Guide To Divorce In California

Divorce is a stressful event in anybody’s life, putting strain on one’s mental and emotional health, as well as finances and other resources, in addition to creating difficulties for children. There is really no easy way of doing divorce – it is simply something that needs to be worked through. However, a good divorce attorney can help you get through it with as little difficulty as possible. Before proceeding with a divorce, it helps to know as much about it as you can. Here is a brief, essential guide to divorce in California.

What Is a Certified Family Law Specialist?

It is not necessary for lawyers to specialize in any particular field. If you are planning a divorce, then any family law attorney with sufficient experience in divorce law will be able to help you. However, in the state of California, it is possible for lawyers to qualify as Certified Family Law Specialists, which means that they are recognized as experts in the practice of family, which includes divorce. When planning to go through divorce proceedings, it helps to get one of these certified specialists on your side. In order to get this certification, lawyers must go through a formal examination and must submit references. They must also continue to take legal education classes in family law and report consistently.

The California bar requires lawyers to complete formal examinations to demonstrate their expertise. Lawyers have to show that they have the required expertise in family law in order to prove that they have earned the right to practice as family law specialists. They have to write a comprehensive test that requires deeper expertise than the general bar exam. After passing this exam, Family Law Specialists must show that they have practical know-how as well as theoretical knowledge. For this reason, they must submit references to attest to their skill and knowledge, in addition to verifying their character and professionalism.

While any lawyer will offer you professional service, it is always best to choose one that has the highest level of experience and expertise in the applicable area of law you need.

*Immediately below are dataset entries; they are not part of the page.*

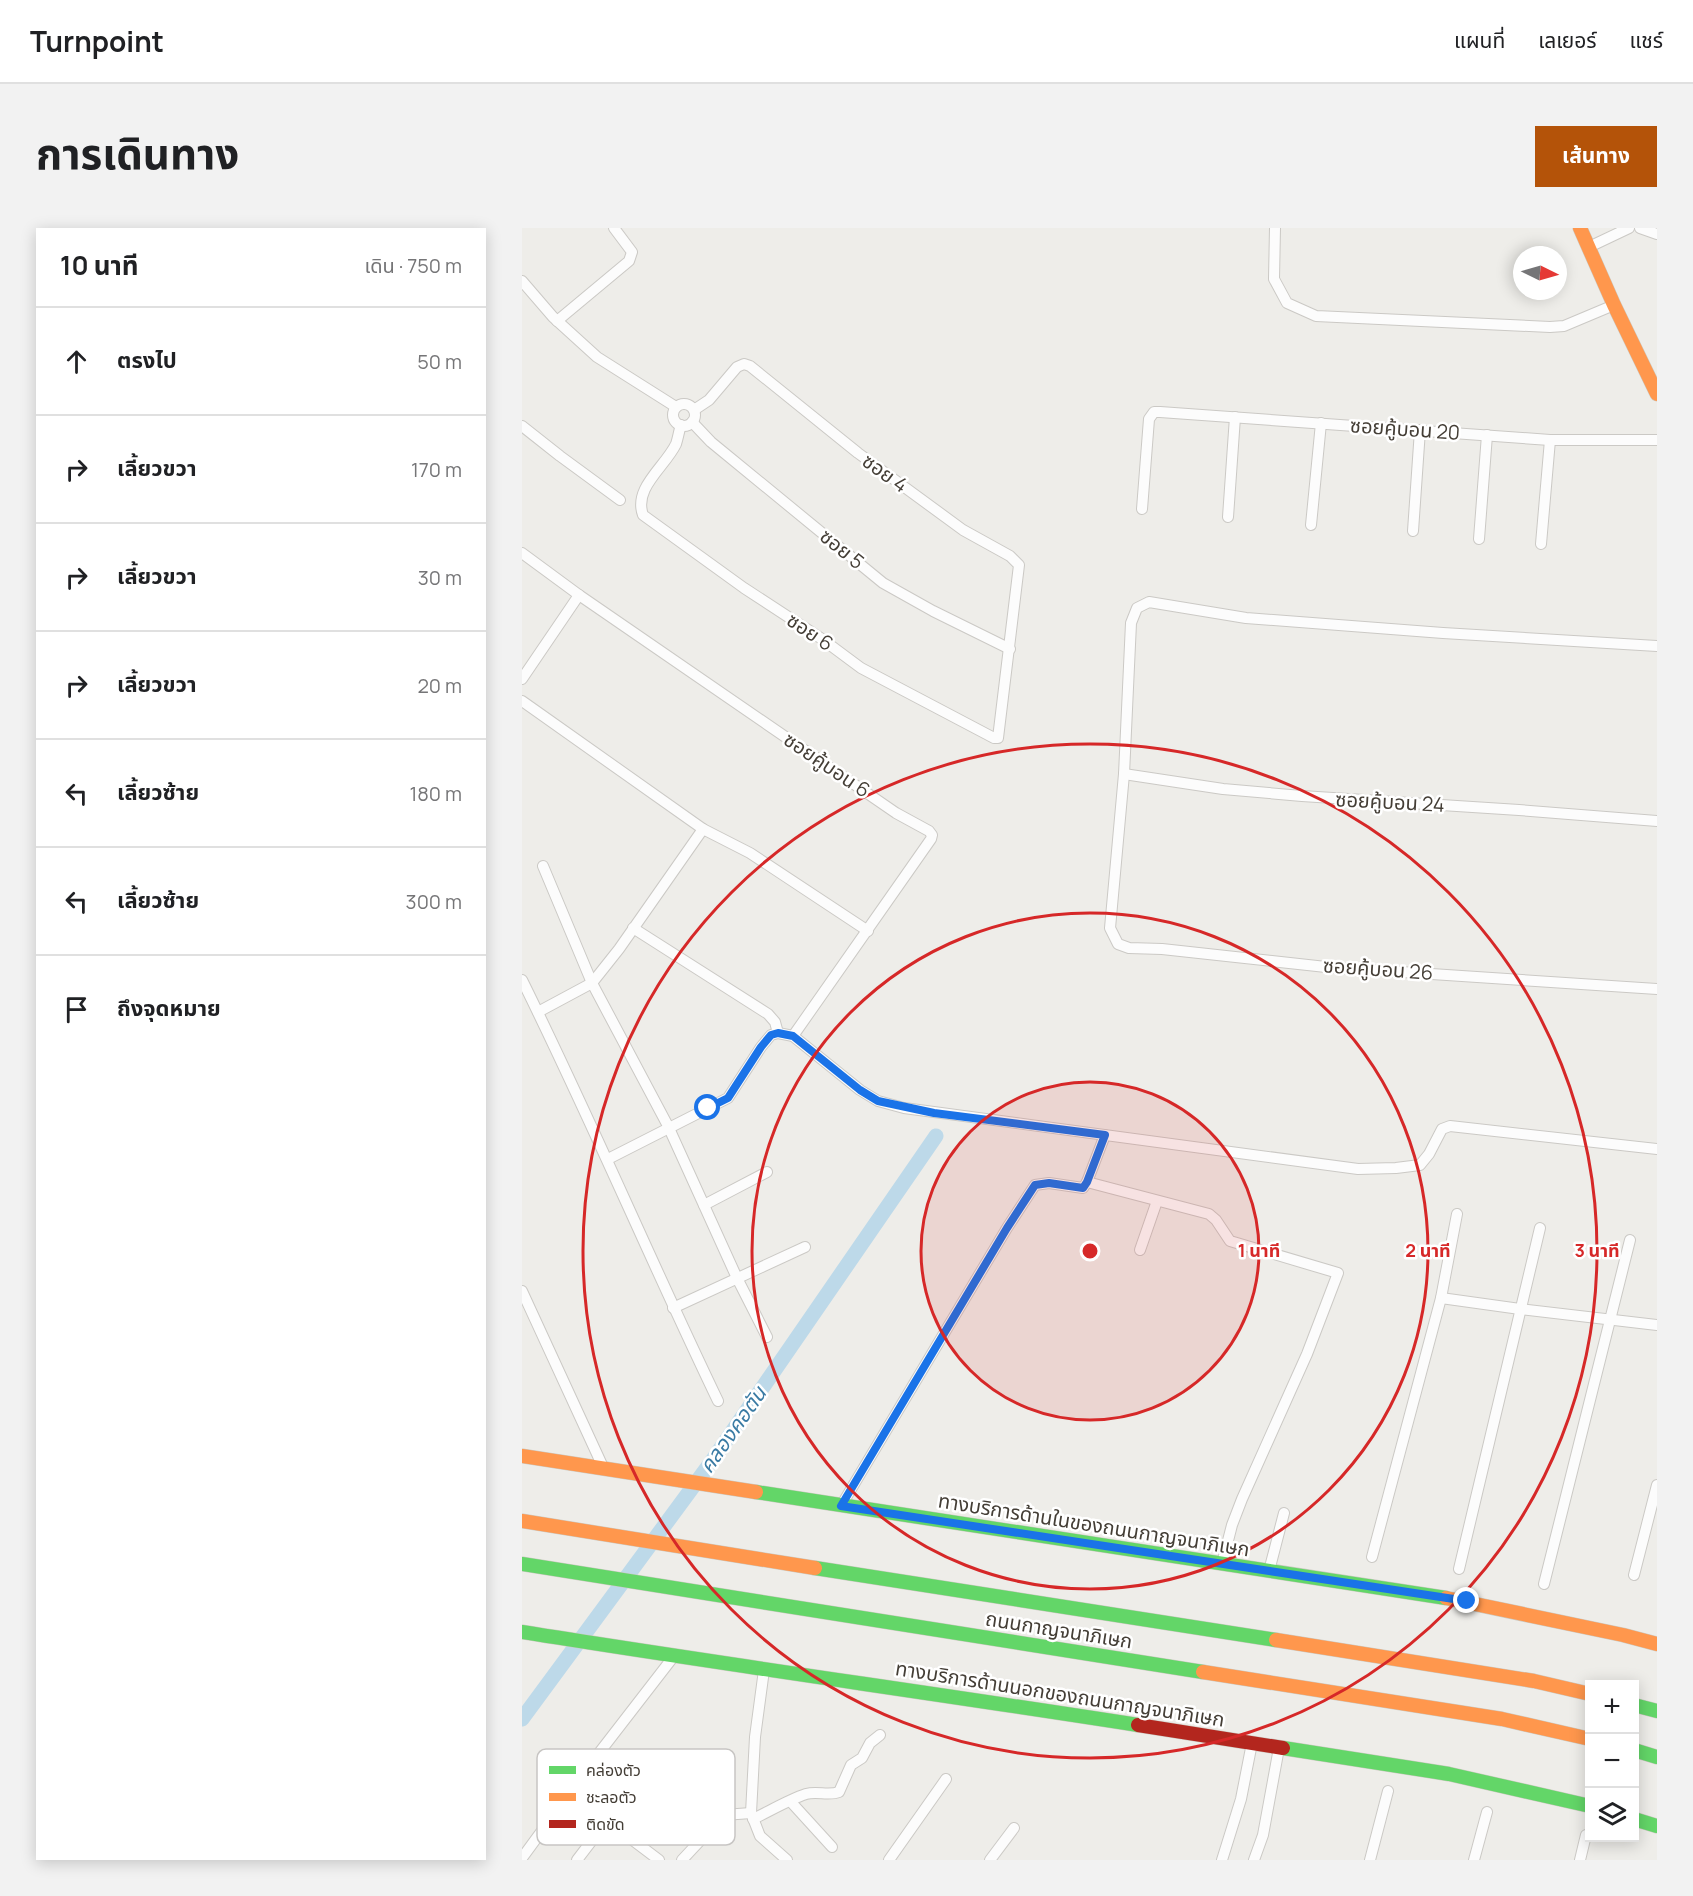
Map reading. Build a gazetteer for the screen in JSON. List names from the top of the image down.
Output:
{
  "streets": {
    "main road": ["ทางบริการด้านในของถนนกาญจนาภิเษก", "ถนนกาญจนาภิเษก", "ทางบริการด้านนอกของถนนกาญจนาภิเษก"],
    "street": [
      "ซอยคู้บอน 20",
      "ซอย 4",
      "ซอย 5",
      "ซอย 6",
      "ซอยคู้บอน 6",
      "ซอยคู้บอน 24",
      "ซอยคู้บอน 26"
    ]
  },
  "crossings": [
    ["ซอย 4", "ซอย 5"],
    ["ซอย 4", "ซอย 6"],
    ["ซอย 5", "ซอย 6"],
    ["ซอยคู้บอน 24", "ซอยคู้บอน 26"]
  ],
  "water": ["คลองคอตัน"],
  "legend": ["คล่องตัว", "ชะลอตัว", "ติดขัด"],
  "north": "right",
  "page": {
    "header": "Turnpoint",
    "nav": ["แผนที่", "เลเยอร์", "แชร์"],
    "title": "การเดินทาง",
    "buttons": "เส้นทาง",
    "heading": ["10 นาที", "เดิน · 750 m"],
    "list": [
      ["ตรงไป", "50 m"],
      ["เลี้ยวขวา", "170 m"],
      ["เลี้ยวขวา", "30 m"],
      ["เลี้ยวขวา", "20 m"],
      ["เลี้ยวซ้าย", "180 m"],
      ["เลี้ยวซ้าย", "300 m"],
      "ถึงจุดหมาย"
    ],
    "map_buttons": ["+", "−"]
  },
  "rings": ["1 นาที", "2 นาที", "3 นาที"]
}
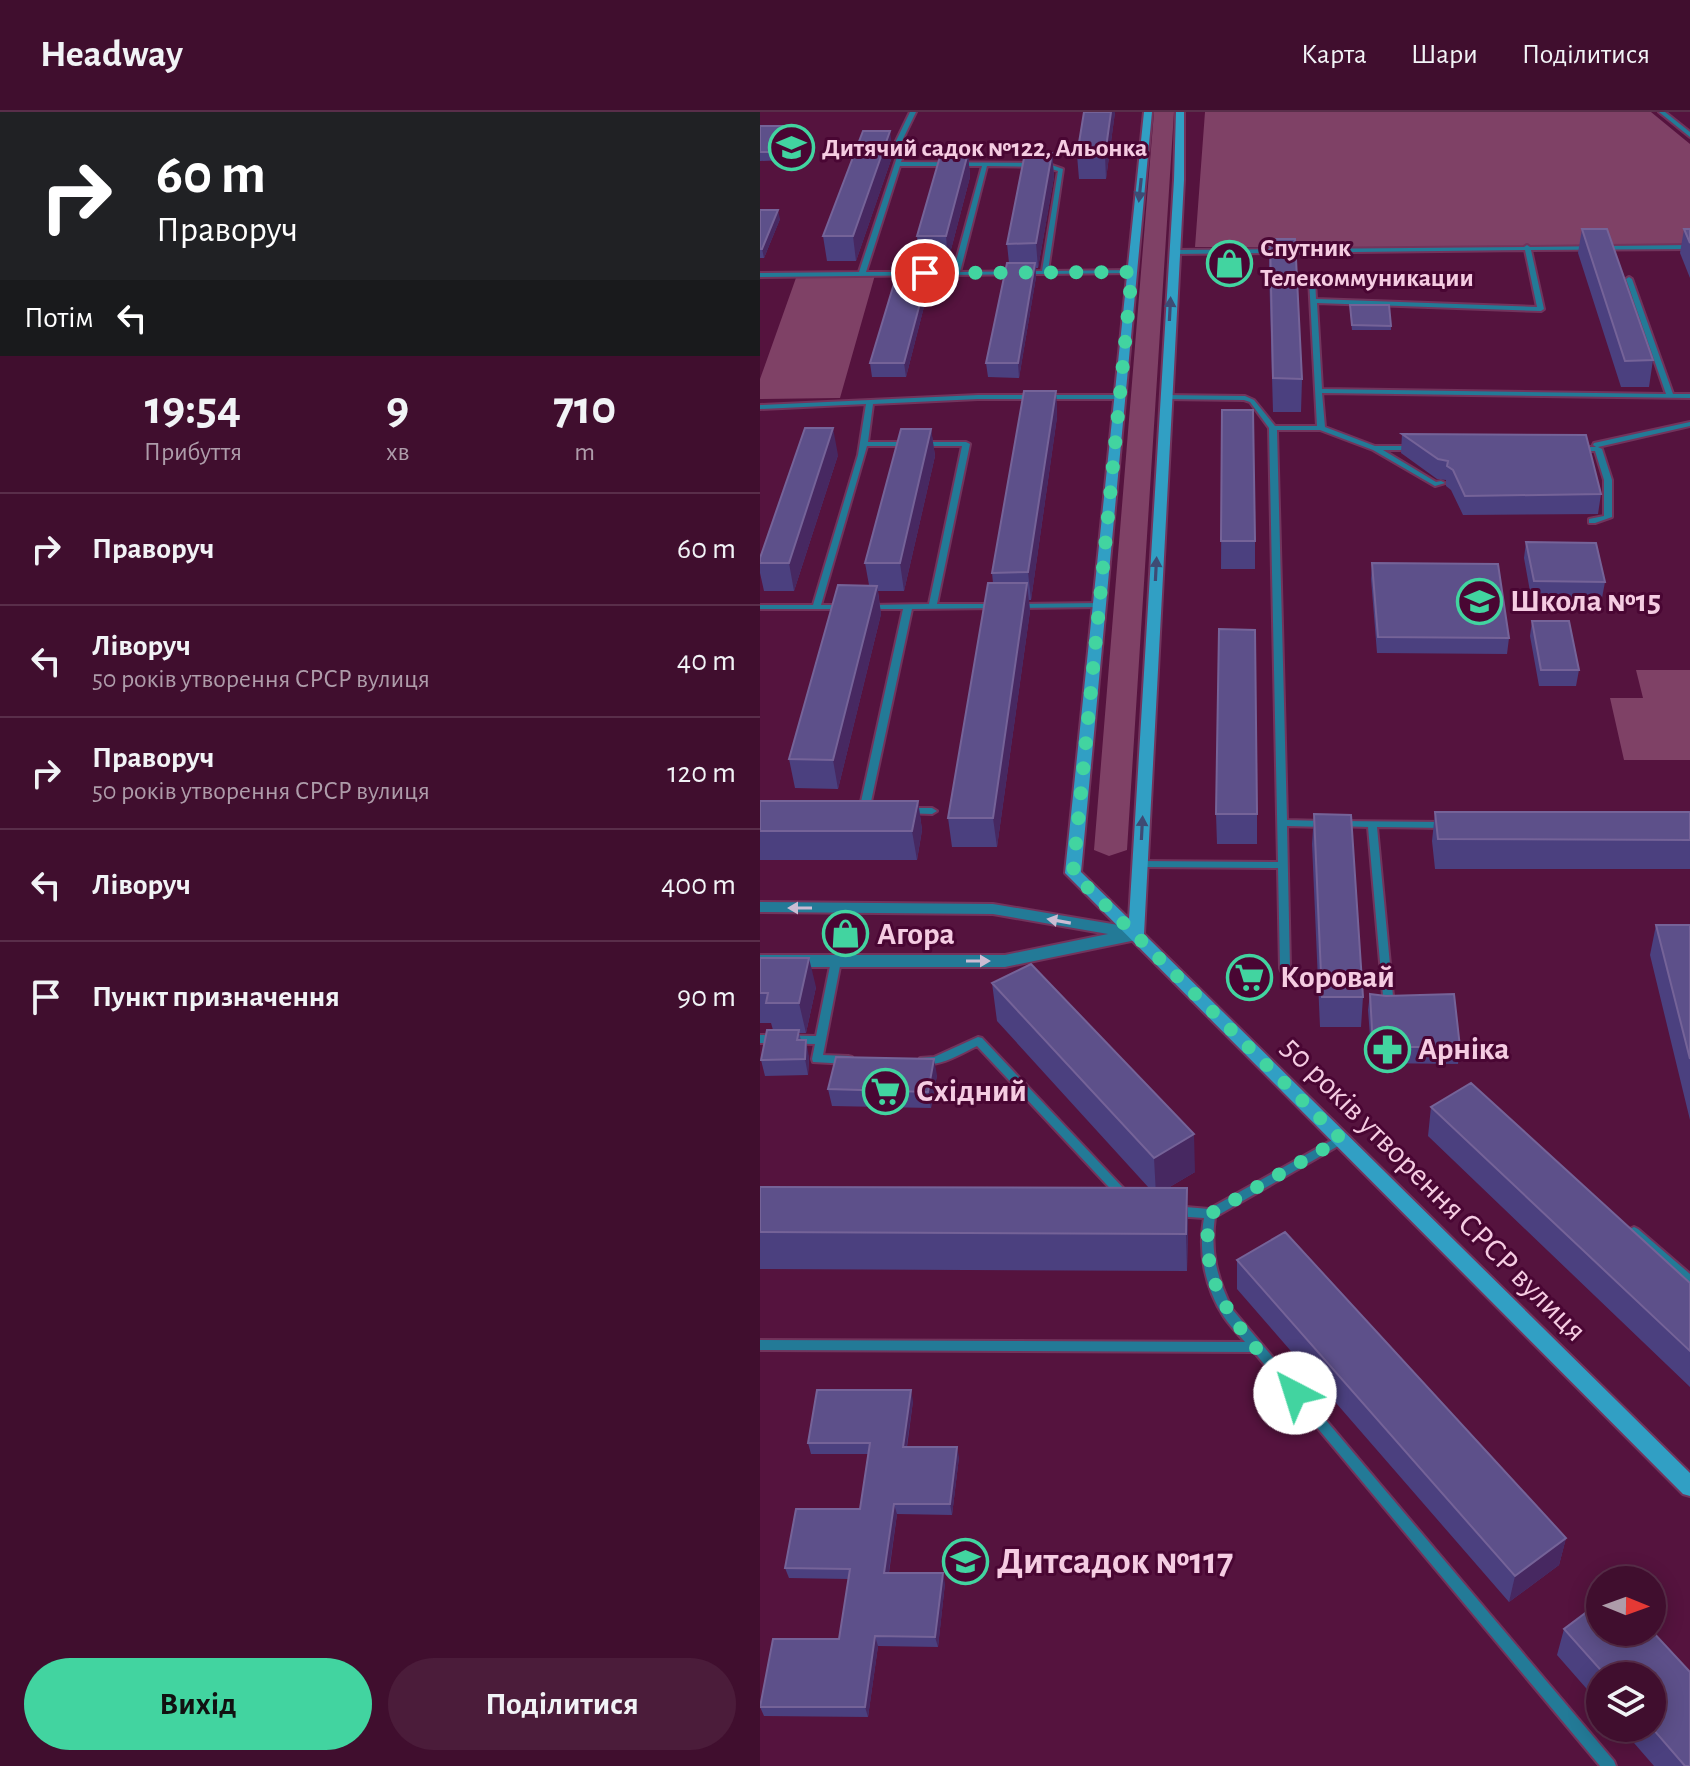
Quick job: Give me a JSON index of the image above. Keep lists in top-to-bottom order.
{
  "streets": {
    "main road": ["50 років утворення СРСР вулиця"]
  },
  "places": {
    "school or university": ["Дитячий садок №122, Альонка", "Школа №15", "Дитсадок №117"],
    "shop": ["Спутник Телекоммуникации", "Агора"],
    "supermarket": ["Коровай", "Східний"],
    "pharmacy": ["Арніка"]
  },
  "north": "right",
  "page": {
    "header": "Headway",
    "nav": ["Карта", "Шари", "Поділитися"],
    "turn": ["60 m", "Праворуч"],
    "then": "Потім",
    "eta": [
      "19:54",
      "Прибуття",
      "9",
      "хв",
      "710",
      "m"
    ],
    "list": [
      {
        "name": "Праворуч",
        "value": "60 m"
      },
      {
        "name": "Ліворуч",
        "note": "50 років утворення СРСР вулиця",
        "value": "40 m"
      },
      {
        "name": "Праворуч",
        "note": "50 років утворення СРСР вулиця",
        "value": "120 m"
      },
      {
        "name": "Ліворуч",
        "value": "400 m"
      },
      {
        "name": "Пункт призначення",
        "value": "90 m"
      }
    ],
    "buttons": ["Вихід", "Поділитися"]
  }
}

When it comes to divorce, this would be a family law specialist, and it is well worth seeking one out if you are planning to get divorced.

What are the Grounds for Divorce in California_

California has simplified the divorce process by establishing only two legal grounds for divorce: irreconcilable differences and permanent legal incapacity to make decisions. These two grounds can encompass a variety of specific causes. For example, one spouse may decide to end the marriage on account of adultery, but that is not considered a legal grounds for divorce. The divorce lawyer will want to know this detail, but as far as the court is concerned, the legal reason for the dissolution of the marriage is irreconcilable differences. The marriage must be shown to be irredeemable, regardless of the specific cause. 

These two legal grounds are used to reach a judgment in a divorce case, whether it is contested or uncontested. Let’s examine the definitions of each of these terms a little more closely. 

‘Irreconcilable differences’ is a term that refers to circumstances that a judge determines have ended the marriage. It can involve anything from a financial disagreement to adultery or abuse. Whatever the underlying cause may be, the divorce will be determined as having ended as a result of irreconcilable differences.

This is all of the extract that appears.